### TASK GOAL
What lines in the entries below contain the word "they"? Copy all of them.

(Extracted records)
────

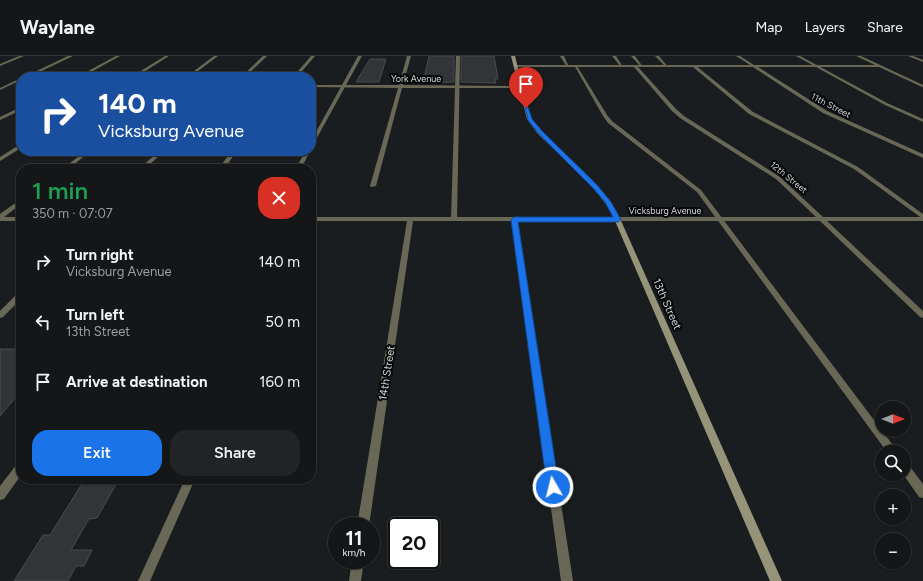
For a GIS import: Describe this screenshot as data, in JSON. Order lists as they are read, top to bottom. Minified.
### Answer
{"streets":{"street":["York Avenue","11th Street","12th Street","Vicksburg Avenue","13th Street","14th Street"]},"crossings":[["York Avenue","13th Street"],["12th Street","Vicksburg Avenue"],["Vicksburg Avenue","13th Street"],["Vicksburg Avenue","14th Street"]],"north":"right","page":{"header":"Waylane","nav":["Map","Layers","Share"],"turn":["140 m","Vicksburg Avenue"],"heading":["1 min","350 m · 07:07"],"list":[{"name":"Turn right","note":"Vicksburg Avenue","value":"140 m"},{"name":"Turn left","note":"13th Street","value":"50 m"},{"name":"Arrive at destination","value":"160 m"}],"map_buttons":["+","−"],"buttons":["Exit","Share"],"speed":"11 km/h","limit":"20"}}
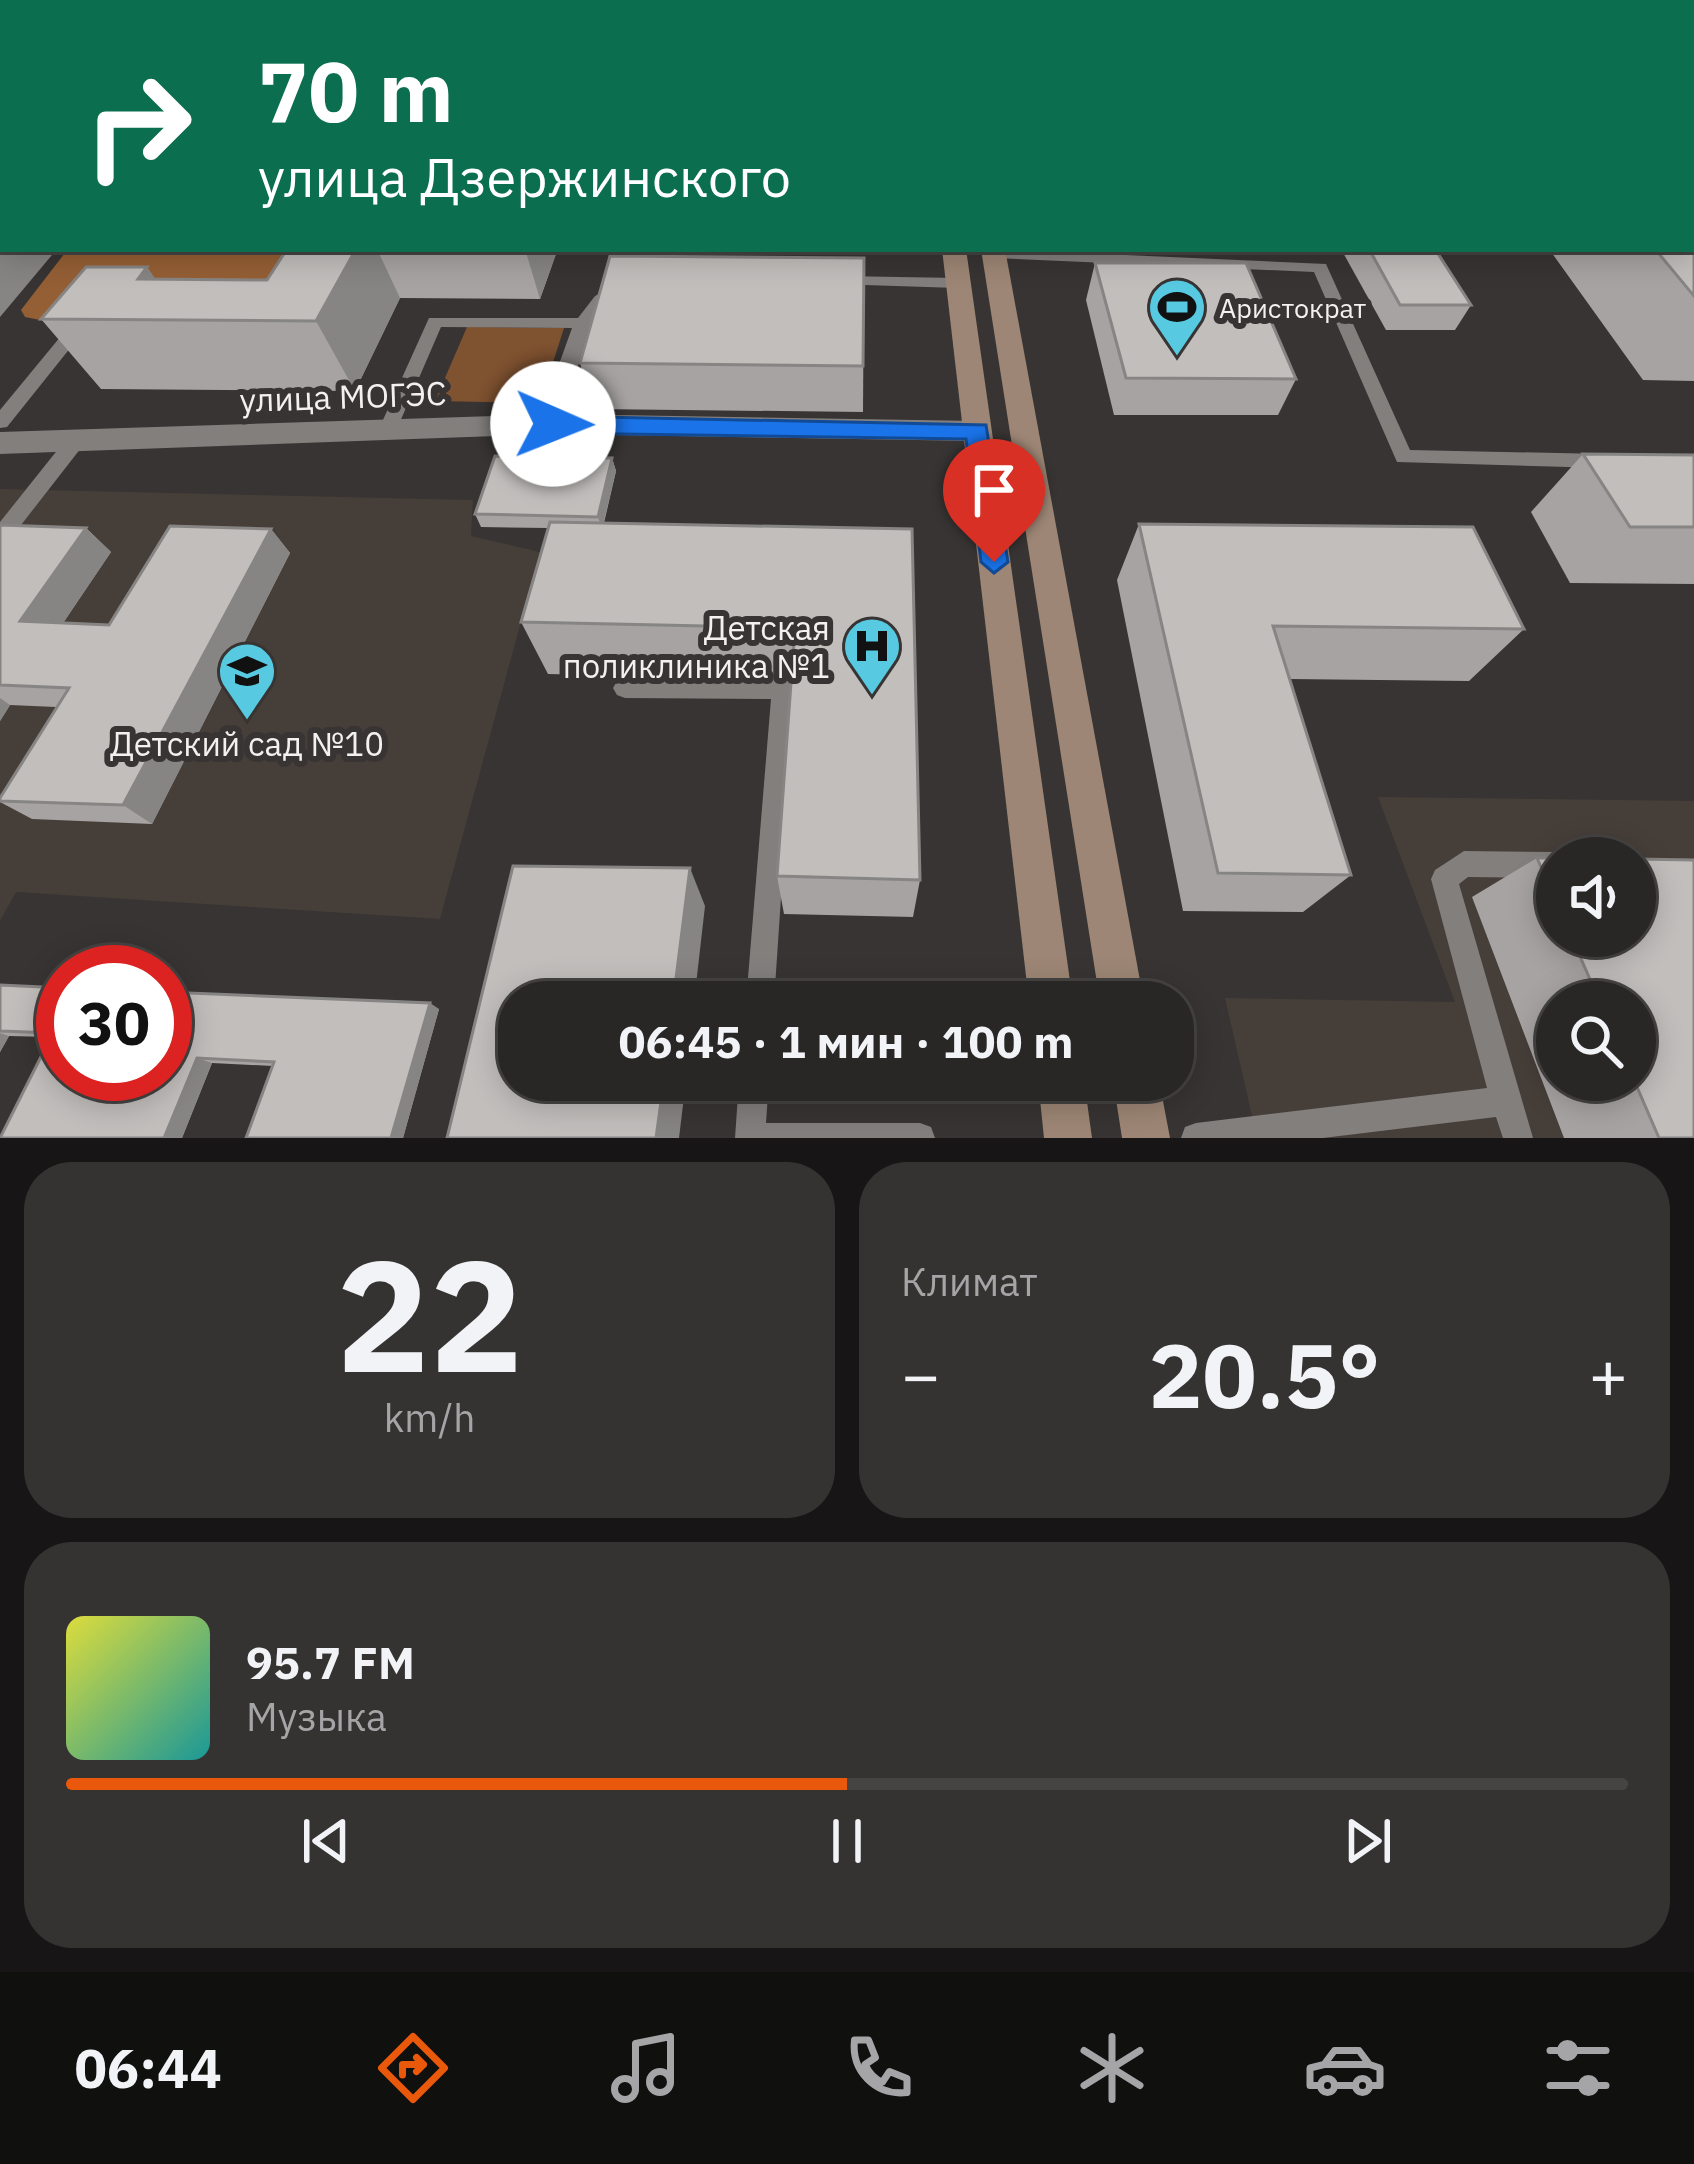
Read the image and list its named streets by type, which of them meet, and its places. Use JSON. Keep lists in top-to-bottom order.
{
  "streets": {
    "street": ["улица МОГЭС"]
  },
  "places": {
    "sports": ["Аристократ"],
    "hospital": ["Детская поликлиника №1"],
    "school or university": ["Детский сад №10"]
  },
  "page": {
    "turn": ["70 m", "улица Дзержинского"],
    "limit": "30",
    "trip": "06:45 · 1 мин · 100 m",
    "tile": [
      ["22", "km/h"],
      "Климат"
    ],
    "heat": ["−", "20.5°", "+"],
    "song": ["95.7 FM", "Музыка"],
    "tabs": "06:44"
  }
}
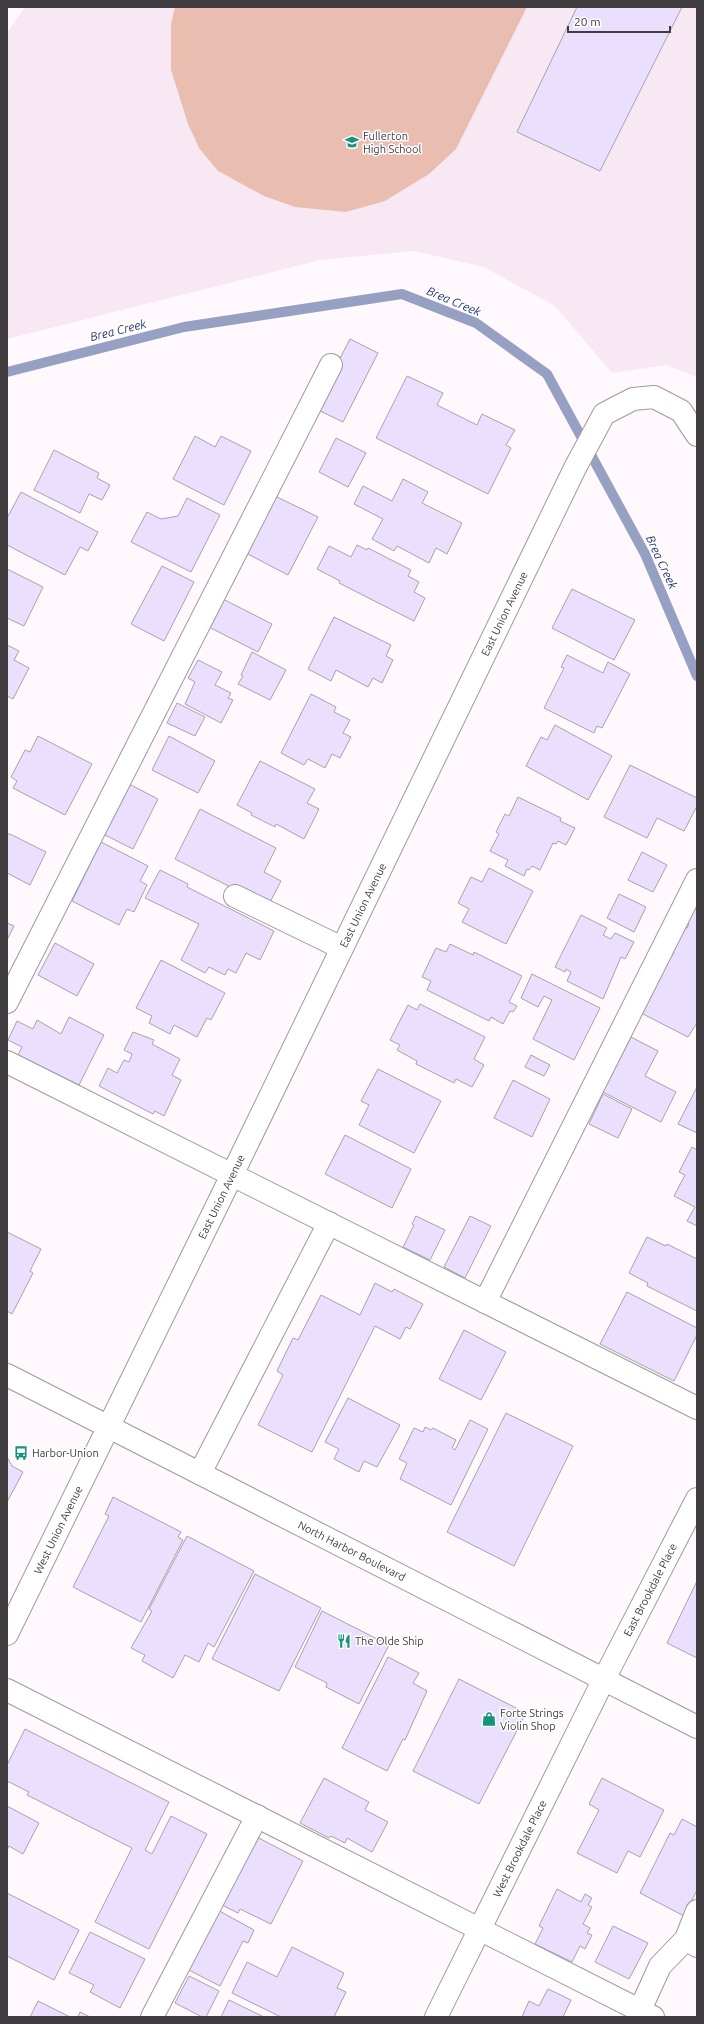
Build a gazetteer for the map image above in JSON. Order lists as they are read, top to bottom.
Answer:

────

### EXPECTED ANSWER
For a GIS import: Describe this screenshot as data, in JSON. Order lists as they are read, top to bottom. Minified.
Build a gazetteer for the map image above in JSON. Order lists as they are read, top to bottom.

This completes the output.